What to produce
Filter this data down to the lines that hold "tiles", and copy them.

Top of Entries supplied

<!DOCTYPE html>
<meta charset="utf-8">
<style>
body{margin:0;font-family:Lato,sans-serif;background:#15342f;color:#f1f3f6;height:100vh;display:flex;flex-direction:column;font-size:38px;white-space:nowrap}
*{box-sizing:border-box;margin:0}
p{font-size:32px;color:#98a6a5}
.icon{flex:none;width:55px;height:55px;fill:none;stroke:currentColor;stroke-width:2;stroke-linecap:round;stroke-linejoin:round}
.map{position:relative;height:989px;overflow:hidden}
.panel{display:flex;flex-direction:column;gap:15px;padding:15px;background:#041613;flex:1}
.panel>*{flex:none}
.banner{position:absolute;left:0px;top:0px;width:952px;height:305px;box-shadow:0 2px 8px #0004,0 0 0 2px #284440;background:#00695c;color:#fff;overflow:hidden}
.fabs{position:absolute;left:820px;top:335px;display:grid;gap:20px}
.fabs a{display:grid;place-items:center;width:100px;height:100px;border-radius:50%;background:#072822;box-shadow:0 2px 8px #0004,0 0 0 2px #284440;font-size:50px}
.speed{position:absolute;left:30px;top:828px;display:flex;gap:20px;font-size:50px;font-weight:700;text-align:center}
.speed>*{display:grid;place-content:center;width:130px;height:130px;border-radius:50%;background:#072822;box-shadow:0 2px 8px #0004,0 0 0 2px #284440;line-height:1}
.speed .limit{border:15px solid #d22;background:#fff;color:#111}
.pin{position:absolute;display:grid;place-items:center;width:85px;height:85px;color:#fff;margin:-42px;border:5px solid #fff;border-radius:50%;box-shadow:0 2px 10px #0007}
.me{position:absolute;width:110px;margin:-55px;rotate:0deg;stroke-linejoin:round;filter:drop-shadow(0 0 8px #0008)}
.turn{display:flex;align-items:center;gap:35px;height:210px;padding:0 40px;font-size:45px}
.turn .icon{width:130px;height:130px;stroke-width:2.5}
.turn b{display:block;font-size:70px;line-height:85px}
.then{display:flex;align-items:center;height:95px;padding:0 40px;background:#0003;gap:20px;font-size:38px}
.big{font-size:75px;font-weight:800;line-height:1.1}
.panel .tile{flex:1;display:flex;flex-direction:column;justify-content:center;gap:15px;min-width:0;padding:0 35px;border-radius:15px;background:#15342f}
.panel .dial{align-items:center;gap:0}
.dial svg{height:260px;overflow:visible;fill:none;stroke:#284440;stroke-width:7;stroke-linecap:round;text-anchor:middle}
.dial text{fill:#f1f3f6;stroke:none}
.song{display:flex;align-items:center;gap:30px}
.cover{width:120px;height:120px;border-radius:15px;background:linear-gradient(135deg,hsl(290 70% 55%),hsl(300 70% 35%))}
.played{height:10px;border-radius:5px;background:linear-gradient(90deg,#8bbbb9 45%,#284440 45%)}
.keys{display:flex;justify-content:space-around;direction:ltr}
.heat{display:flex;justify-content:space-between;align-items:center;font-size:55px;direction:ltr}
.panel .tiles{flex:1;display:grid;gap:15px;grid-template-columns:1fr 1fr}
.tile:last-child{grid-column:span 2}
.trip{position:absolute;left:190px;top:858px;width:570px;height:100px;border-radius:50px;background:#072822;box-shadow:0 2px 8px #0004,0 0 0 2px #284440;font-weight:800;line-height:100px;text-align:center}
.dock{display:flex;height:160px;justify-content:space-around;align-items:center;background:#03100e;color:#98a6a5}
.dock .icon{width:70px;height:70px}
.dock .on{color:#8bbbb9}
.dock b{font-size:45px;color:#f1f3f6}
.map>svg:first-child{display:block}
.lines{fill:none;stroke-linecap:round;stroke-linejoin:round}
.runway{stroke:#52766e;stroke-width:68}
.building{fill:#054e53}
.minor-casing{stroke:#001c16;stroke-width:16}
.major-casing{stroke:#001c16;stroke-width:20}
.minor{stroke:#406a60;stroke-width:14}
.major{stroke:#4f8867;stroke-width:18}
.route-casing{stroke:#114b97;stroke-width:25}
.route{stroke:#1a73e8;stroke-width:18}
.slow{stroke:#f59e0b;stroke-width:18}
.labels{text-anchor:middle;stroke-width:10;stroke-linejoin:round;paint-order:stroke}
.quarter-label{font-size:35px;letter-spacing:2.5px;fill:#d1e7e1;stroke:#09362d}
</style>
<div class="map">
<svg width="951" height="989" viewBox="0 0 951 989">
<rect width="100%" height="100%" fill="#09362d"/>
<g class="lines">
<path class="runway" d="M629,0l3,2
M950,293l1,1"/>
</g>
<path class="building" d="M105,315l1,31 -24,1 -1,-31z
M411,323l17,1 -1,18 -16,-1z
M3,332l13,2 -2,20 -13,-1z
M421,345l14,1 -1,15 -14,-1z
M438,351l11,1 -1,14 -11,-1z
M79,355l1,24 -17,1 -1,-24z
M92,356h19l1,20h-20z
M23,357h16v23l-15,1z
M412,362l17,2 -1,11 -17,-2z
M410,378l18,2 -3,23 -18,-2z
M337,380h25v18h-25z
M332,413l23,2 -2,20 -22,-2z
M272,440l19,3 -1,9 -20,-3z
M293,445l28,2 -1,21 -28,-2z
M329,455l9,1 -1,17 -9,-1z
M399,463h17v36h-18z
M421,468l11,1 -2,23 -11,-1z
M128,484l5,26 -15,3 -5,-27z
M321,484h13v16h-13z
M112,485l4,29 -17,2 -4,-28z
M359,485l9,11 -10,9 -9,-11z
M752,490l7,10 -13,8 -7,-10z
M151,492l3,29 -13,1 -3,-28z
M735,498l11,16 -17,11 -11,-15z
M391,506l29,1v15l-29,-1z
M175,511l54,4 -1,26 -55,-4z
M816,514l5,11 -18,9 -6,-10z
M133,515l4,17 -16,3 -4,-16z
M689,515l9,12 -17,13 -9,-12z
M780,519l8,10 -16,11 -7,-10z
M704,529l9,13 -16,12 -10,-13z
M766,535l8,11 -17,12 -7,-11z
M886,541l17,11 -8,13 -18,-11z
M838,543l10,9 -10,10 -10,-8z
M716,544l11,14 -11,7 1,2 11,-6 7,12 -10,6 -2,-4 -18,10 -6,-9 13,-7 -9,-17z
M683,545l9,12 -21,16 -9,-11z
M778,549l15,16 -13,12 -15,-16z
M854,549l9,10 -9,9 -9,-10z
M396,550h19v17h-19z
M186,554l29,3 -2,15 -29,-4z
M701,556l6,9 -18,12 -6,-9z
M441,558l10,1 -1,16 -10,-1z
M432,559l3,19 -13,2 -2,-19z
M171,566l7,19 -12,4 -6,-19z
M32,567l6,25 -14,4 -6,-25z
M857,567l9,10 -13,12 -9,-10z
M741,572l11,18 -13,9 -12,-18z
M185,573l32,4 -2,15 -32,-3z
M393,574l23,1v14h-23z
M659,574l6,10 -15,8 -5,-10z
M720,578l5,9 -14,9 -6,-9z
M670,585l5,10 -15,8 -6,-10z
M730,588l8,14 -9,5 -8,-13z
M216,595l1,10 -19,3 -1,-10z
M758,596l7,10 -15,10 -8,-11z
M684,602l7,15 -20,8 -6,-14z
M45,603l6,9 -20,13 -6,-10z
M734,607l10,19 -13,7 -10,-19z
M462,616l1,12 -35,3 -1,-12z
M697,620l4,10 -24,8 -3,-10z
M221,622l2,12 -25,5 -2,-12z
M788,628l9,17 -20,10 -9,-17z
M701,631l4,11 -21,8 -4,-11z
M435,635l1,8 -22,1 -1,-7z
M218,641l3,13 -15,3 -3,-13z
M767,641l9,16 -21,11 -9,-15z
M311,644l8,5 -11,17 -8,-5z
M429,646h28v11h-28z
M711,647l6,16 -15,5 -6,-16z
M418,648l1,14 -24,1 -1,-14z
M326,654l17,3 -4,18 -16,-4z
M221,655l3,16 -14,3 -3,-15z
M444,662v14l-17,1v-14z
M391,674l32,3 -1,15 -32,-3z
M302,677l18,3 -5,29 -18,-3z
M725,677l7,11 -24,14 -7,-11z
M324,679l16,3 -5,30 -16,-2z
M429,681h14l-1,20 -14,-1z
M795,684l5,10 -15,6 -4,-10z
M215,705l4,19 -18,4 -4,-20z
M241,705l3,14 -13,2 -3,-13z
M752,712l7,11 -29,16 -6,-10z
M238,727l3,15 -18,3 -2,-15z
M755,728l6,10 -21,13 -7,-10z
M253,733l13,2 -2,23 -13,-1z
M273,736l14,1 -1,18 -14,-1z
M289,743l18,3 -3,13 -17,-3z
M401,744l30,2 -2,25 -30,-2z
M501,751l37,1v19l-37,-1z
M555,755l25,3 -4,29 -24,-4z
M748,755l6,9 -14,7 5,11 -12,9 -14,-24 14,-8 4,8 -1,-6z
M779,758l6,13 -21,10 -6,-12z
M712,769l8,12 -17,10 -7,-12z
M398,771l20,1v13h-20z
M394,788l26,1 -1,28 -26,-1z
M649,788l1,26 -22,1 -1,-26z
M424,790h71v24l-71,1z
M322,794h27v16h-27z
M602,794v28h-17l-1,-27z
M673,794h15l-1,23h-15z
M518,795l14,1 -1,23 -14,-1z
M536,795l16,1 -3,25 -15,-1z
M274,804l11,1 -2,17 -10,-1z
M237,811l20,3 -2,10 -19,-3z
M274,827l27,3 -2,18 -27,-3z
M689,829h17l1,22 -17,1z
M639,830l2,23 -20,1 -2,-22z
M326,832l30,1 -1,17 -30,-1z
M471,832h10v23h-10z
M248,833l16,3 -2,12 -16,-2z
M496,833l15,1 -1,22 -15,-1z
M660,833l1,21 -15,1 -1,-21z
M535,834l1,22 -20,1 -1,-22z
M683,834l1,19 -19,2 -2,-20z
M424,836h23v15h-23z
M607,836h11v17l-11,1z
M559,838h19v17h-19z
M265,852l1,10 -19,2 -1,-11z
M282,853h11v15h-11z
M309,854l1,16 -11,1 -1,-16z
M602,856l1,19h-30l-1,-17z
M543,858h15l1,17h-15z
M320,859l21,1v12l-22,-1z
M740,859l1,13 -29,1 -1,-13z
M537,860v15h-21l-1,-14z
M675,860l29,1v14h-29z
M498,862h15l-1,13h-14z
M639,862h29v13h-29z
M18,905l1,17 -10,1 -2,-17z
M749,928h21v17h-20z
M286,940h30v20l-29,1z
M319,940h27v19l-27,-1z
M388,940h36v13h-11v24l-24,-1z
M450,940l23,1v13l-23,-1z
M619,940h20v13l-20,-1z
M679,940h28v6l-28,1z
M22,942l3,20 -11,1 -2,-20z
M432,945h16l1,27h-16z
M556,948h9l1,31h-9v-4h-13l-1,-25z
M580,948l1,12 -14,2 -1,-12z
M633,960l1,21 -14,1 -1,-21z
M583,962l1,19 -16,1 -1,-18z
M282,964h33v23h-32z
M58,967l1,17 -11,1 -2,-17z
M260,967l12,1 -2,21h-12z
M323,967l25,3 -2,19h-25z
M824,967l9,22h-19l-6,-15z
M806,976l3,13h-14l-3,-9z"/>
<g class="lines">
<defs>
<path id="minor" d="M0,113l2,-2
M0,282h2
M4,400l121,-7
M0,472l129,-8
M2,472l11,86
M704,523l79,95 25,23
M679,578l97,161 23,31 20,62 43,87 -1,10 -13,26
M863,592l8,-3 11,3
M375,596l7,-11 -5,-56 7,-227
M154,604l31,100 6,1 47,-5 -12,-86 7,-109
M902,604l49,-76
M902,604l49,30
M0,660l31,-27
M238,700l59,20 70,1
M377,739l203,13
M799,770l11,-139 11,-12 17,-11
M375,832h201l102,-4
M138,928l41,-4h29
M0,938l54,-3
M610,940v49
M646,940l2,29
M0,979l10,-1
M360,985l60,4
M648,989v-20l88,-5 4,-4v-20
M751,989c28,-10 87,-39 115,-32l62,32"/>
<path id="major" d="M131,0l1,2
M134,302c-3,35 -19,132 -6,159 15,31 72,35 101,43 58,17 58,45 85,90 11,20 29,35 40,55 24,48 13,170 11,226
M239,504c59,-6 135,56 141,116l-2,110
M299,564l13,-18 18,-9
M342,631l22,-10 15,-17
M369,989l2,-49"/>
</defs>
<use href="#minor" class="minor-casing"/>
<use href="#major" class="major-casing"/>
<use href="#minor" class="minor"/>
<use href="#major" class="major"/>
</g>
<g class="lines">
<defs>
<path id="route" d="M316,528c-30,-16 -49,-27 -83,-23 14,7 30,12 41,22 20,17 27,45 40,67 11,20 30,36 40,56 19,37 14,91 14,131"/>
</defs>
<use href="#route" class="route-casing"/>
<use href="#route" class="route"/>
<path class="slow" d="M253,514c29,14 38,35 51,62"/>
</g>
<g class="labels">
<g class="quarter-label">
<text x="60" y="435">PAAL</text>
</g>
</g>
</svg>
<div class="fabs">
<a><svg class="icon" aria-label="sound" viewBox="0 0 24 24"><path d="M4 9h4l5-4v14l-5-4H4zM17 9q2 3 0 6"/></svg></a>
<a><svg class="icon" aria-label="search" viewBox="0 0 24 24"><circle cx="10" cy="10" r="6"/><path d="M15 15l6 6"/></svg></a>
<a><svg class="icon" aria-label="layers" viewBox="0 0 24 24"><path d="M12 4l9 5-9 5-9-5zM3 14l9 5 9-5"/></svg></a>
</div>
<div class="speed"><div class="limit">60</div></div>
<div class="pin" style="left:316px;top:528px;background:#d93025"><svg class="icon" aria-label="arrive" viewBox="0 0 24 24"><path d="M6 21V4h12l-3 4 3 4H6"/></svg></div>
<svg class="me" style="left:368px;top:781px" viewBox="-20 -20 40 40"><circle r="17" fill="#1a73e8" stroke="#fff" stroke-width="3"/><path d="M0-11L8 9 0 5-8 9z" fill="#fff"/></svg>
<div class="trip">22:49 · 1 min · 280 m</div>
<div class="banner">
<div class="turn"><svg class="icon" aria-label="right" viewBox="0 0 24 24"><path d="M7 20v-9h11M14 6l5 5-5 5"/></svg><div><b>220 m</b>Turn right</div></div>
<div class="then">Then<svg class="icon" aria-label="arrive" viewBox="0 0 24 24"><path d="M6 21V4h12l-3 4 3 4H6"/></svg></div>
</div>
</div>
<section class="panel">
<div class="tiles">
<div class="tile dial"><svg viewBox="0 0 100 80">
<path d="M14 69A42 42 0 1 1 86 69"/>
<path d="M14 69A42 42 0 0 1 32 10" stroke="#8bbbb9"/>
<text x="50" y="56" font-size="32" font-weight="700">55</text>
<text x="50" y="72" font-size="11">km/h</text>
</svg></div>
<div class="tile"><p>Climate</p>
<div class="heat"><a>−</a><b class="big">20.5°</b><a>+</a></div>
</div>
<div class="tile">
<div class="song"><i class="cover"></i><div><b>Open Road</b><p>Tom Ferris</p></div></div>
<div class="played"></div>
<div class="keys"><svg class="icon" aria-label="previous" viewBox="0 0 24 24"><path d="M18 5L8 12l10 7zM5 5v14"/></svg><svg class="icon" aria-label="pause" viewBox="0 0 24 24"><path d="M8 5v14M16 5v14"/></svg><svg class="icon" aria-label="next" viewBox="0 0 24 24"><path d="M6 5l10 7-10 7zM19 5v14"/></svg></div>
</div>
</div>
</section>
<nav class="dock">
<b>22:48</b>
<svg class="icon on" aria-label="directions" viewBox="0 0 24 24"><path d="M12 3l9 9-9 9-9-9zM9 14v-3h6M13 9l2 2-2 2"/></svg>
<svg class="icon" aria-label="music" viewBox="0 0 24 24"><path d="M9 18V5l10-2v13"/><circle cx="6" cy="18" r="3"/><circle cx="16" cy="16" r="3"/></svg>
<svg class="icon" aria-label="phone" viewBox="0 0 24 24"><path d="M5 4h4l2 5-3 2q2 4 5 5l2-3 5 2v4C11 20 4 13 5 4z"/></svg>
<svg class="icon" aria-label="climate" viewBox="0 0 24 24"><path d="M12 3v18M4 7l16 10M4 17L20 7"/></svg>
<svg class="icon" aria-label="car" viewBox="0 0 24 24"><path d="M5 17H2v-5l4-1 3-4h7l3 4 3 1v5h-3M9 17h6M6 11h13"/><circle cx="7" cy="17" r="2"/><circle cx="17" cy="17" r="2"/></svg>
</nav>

Bottom of Entries supplied

Task response
.panel .tiles{flex:1;display:grid;gap:15px;grid-template-columns:1fr 1fr}
<div class="tiles">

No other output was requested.